The media reported that crews built the homes in one month using surplus material from tourism investment projects, technologies developed by Cuba’s Revolutionary Armed Forces and containers previously used to import parts from China for solar panel farms.
Officials said Saturday that Cuba has a housing deficit of more than 800,000 homes. The most pressing need is in Havana.
Unable to escape a collapsing home
Yurieska Artunet Martí, a 29-year-old beautician who lives in the historic part of Havana, was forced to move out of her last apartment because it disintegrated. She still lives on the same floor and in the same building, but the back part of it, which is standing — for now.
“Everybody here in Havana lives in fear,” she said as she looked up at her rotting ceiling and disintegrating walls. They shelter Artunet Martí, who is four-months pregnant, and her three children, ages 7 months, 1 and 5.
Plaster from the wall falls on their bed while they sleep, she said.
Artunet Martí can’t afford to live elsewhere. Two months ago, she was forced to close the beauty business she ran out of her home, where clients were forced to climb eroded steps, side-step splintered wood and avoid a gaping hole where an elevator once operated.
“People stopped coming because of the building’s condition,” she said.
The widely admired homes in Old Havana that range in style from Spanish Colonial to Cuban Baroque are known to collapse, especially after heavy rains, sometimes killing their occupants.
Government data from 2020 found that the island of nearly 10 million people had 3.9 million homes, with nearly 40% in only fair or poor condition. Lack of maintenance, a deep economic crisis and adverse weather are to blame.
No one lives in the upper floors of Artunet Martí’s building anymore; they were all evacuated and placed in shelters for safety.
“What are we going to do?” she said. “We know we’re in danger, but we have to accept reality.”
Fear grips Havana residents
In another area of historic Havana, 60-year-old Carlos Sablón recalled how a portion of his building’s third floor collapsed at night. Sablón was watching TV at that moment but knew what had happened.
“It’s quite damaged by time,” he said of the building’s infrastructure as he looked out his second-story window and onto a tiny, crumbling courtyard.
No one was on the third floor when the collapse occurred, but firefighters evacuated everyone else. Unable to afford to live elsewhere, Sablón, an engineer, returned to his apartment. It wasn’t damaged, so he hooked up power and water for himself and a handful of other residents who stayed.
“You’re always going to be afraid,” he said as he lamented that no one ensures the safety of homes in Havana.
“This is the one I fear the most,” Sablón said of his apartment building, which he believes will keep collapsing. “I hope it’s not when someone is walking by.”
Several blocks from Sablón lives 63-year-old Magalys Caro. She is confined to a single room, a makeshift kitchen and a bathroom in the front part of her building. It used to house a company that let her move in when her home next door disintegrated during a hurricane.
But the building where she lives now poses a threat.
“The back there has collapsed,” Caro said as she pointed to a spacious, open-air area behind her.

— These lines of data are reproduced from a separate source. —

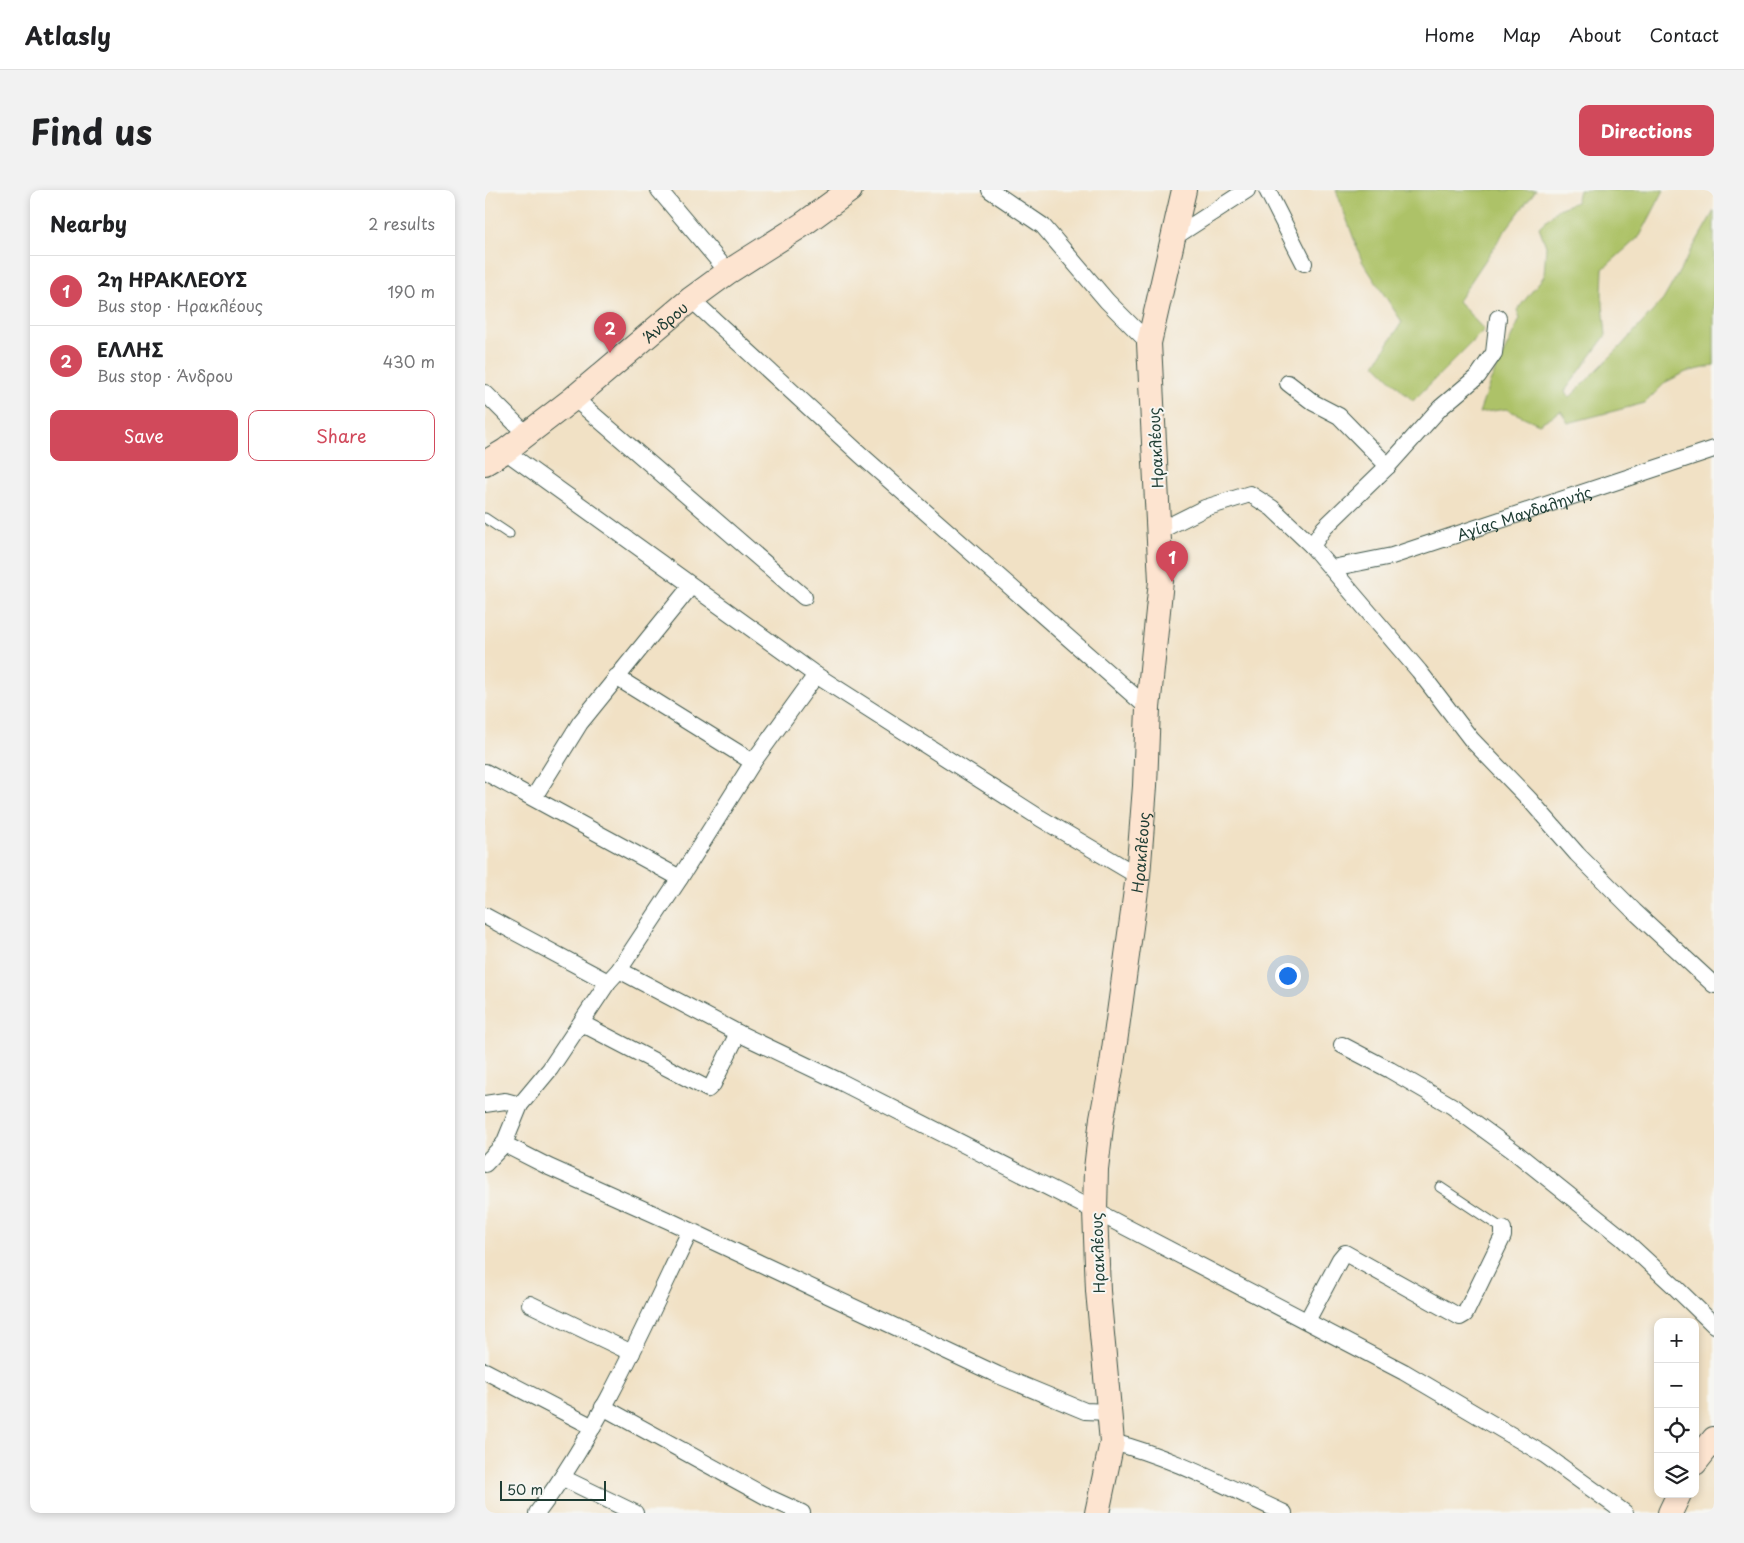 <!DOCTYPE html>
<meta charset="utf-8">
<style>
:root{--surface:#fff;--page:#f2f2f2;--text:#202124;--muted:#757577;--line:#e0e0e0;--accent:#d1495b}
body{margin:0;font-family:"Playpen Sans",sans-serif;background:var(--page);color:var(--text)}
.controls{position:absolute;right:15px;bottom:15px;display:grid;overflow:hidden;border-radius:10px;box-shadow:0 2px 8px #0003}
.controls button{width:45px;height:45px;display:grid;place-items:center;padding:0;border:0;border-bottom:1px solid var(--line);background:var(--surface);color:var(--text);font:25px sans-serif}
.scale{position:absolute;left:15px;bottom:12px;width:106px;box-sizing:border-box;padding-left:5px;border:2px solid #1f3d34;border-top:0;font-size:14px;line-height:18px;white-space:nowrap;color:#1f3d34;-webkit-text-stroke:4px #f6f6f2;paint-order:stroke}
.you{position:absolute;left:802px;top:785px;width:18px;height:18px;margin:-12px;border:4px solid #fff;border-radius:50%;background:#1a73e8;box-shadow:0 0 0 8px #1a73e833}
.badge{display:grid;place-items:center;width:32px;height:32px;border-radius:50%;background:var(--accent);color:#fff;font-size:16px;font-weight:700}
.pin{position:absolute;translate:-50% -41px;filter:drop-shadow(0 1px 2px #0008)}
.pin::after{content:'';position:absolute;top:26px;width:18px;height:15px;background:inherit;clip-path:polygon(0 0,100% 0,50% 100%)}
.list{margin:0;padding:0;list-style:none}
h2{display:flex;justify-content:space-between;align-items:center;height:65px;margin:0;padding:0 20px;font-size:21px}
h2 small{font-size:16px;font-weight:400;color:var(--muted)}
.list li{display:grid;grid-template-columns:32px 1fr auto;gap:15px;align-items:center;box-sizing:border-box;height:70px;padding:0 20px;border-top:1px solid var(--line)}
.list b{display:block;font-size:19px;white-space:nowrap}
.list p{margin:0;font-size:16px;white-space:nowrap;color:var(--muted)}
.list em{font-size:16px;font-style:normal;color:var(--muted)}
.actions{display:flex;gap:10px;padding:15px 20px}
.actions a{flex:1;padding:11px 0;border:1px solid var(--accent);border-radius:10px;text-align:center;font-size:18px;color:var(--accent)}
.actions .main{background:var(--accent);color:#fff}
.icon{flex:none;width:28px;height:28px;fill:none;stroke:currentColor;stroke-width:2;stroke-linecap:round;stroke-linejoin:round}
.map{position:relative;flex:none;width:1229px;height:1323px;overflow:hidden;border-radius:10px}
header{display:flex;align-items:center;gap:30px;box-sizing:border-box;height:70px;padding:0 25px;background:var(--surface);border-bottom:1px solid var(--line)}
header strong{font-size:24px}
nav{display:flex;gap:28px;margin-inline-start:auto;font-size:18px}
.intro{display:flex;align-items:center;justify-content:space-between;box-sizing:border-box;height:120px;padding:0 30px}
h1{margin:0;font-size:35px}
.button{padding:12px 22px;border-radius:10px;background:var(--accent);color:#fff;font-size:18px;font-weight:700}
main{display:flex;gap:30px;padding:0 30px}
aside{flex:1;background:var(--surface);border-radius:10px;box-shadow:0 2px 8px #0003}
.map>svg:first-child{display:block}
</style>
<header>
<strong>Atlasly</strong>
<nav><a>Home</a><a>Map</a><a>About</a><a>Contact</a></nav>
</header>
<div class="intro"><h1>Find us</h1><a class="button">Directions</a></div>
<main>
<aside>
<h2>Nearby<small>2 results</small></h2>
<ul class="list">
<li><span class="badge">1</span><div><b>2η ΗΡΑΚΛΕΟΥΣ</b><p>Bus stop · Ηρακλέους</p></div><em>190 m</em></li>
<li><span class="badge">2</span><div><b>ΕΛΛΗΣ</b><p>Bus stop · Άνδρου</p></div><em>430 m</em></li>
</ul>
<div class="actions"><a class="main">Save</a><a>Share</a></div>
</aside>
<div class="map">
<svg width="1229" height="1323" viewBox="0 0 1229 1323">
<rect width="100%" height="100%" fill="#f6f6f2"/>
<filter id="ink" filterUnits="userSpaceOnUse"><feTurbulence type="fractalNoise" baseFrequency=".02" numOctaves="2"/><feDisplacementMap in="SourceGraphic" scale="10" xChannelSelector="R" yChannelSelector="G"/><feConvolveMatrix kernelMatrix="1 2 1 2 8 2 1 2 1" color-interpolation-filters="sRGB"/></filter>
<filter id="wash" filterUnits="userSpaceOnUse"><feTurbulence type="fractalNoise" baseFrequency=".0096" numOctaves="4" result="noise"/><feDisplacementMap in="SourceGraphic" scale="20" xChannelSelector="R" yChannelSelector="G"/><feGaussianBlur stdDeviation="1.12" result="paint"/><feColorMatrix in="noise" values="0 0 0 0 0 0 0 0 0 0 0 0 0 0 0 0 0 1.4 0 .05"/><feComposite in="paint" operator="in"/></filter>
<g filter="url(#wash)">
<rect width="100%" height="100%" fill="#f1e1c5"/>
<path fill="#adc267" stroke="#66804e" d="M851 0H1051L1019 42 973 111 999 140 928 211 890 174 917 132 877 71Z
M1094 0H1179L1155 46 1118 79 1117 104 1121 145 1080 201 1084 208 1136 156 1178 110 1229 21V176L1201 182 1181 192 1160 213 1083 233 1076 221 1054 234 1021 219 994 223 1005 192 1035 129 1032 120 1059 86 1061 56 1054 37 1073 19 1091 12Z"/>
</g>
<g filter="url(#ink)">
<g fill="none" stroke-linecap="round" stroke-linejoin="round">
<defs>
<path id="lane" d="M0 328 24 344
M955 997 1018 1039"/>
<g id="street">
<path d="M174 0 243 82"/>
<path d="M505 0 558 36 622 111 664 153"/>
<path d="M782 0 819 73"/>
<path d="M688 48 762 0"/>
<path d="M206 109 377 266 663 518"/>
<path d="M803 193 829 213 854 226 903 276"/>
<path d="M0 203 41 244"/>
<path d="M89 208 319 407"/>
<path d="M20 261 331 485 555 628 653 686"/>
<path d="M674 341 720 318 765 304 787 318 827 356 934 481 986 549 1044 609 1092 664 1149 721 1229 795"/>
<path d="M827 356 839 338 903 276 955 218 993 186 1009 163 1013 128"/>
<path id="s1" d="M847 378 907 366 1229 259"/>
<path d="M331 485 268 572 195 688 134 780 123 792 65 879 35 915 19 954 64 977 189 1033 513 1185 600 1221 624 1222"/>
<path d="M131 487 268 572"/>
<path d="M0 582 195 688"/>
<path d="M49 607 95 533 206 396"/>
<path d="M0 726 123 792"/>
<path d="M134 780 253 843 356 892 610 1021 919 1182 1060 1265 1140 1323"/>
<path d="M96 833 223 899 228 894 253 843"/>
<path d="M857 855 905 880 967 916 1030 962 1136 1047 1189 1096 1229 1135"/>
<path d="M0 914 20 911 35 915"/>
<path d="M0 974 19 954"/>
<path d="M45 1114 147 1163"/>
<path d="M822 1131 855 1069 860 1063 975 1127 980 1124 1018 1046V1039"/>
<path d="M0 1181 108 1237"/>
<path d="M118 1217 282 1307 317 1323"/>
<path d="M627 1252C687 1267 742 1297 799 1323"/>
<path d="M78 1288 150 1323"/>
<path d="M52 1323C116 1237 159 1137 205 1041"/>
</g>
<g id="secondary">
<path id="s2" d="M0 273 20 261 89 208 206 109 243 82 317 35 365 0"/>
<path d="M1210 1273 1229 1249"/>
<path id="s3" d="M612 1323 627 1252 613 1101 610 1021 611 979 617 928 627 874 653 686 660 596 663 518 676 391 664 153 699 0"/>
<path d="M1185 1323 1194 1304"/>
</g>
</defs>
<use href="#lane" stroke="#3e564a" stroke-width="11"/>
<use href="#street" stroke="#3e564a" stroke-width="18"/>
<use href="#secondary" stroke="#3e564a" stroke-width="26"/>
<use href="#lane" stroke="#fff" stroke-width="9"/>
<use href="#street" stroke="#fff" stroke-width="16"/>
<use href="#secondary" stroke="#fde4d0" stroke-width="24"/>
</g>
</g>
<g text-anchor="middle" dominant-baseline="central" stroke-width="4" stroke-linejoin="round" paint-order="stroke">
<g font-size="15" fill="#1f3d34" stroke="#f6f6f2">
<text stroke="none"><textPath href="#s2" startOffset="229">Άνδρου</textPath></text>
<text transform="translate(670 258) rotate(-93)">Ηρακλέους</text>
<text stroke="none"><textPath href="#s1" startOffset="200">Αγίας Μαγδαληνής</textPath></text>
<text stroke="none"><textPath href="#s3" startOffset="666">Ηρακλέους</textPath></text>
<text transform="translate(612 1063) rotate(-92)">Ηρακλέους</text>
</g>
</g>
</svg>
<div class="controls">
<button>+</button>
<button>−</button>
<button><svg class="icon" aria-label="locate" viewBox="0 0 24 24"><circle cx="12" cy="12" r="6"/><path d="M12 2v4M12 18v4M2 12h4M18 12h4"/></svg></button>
<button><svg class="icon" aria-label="layers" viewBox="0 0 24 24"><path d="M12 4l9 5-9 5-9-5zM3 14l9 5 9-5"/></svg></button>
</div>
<div class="scale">50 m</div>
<div class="you"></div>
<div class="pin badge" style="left:687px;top:392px">1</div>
<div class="pin badge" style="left:125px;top:163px">2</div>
</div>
</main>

“I’ve been living here in these poor conditions for about 10 years,” Caro said. “Nothing gets resolved. The Housing Department does nothing.”
A push for more modular homes
At Saturday’s event to unveil Havana’s first two modular homes, Cuban Prime Minister Manuel Marrero Cruz acknowledged that the program of converting shipping containers into homes could be sped up.
“It is not moving at the desired pace,” he said, adding that the work is underway.
Delilah Díaz Fernández, housing director general at Cuba’s Ministry of Construction, said that more than 2,000 containers destined to become homes have been approved, and that some 700 are currently being converted.
“The program … holds immense potential and is here to stay,” she said, adding that as new containers arrive, they will be considered for eventual housing.
Díaz Fernández said the program’s main beneficiaries will include people who lost their homes to extreme weather events or were destroyed by structural collapses.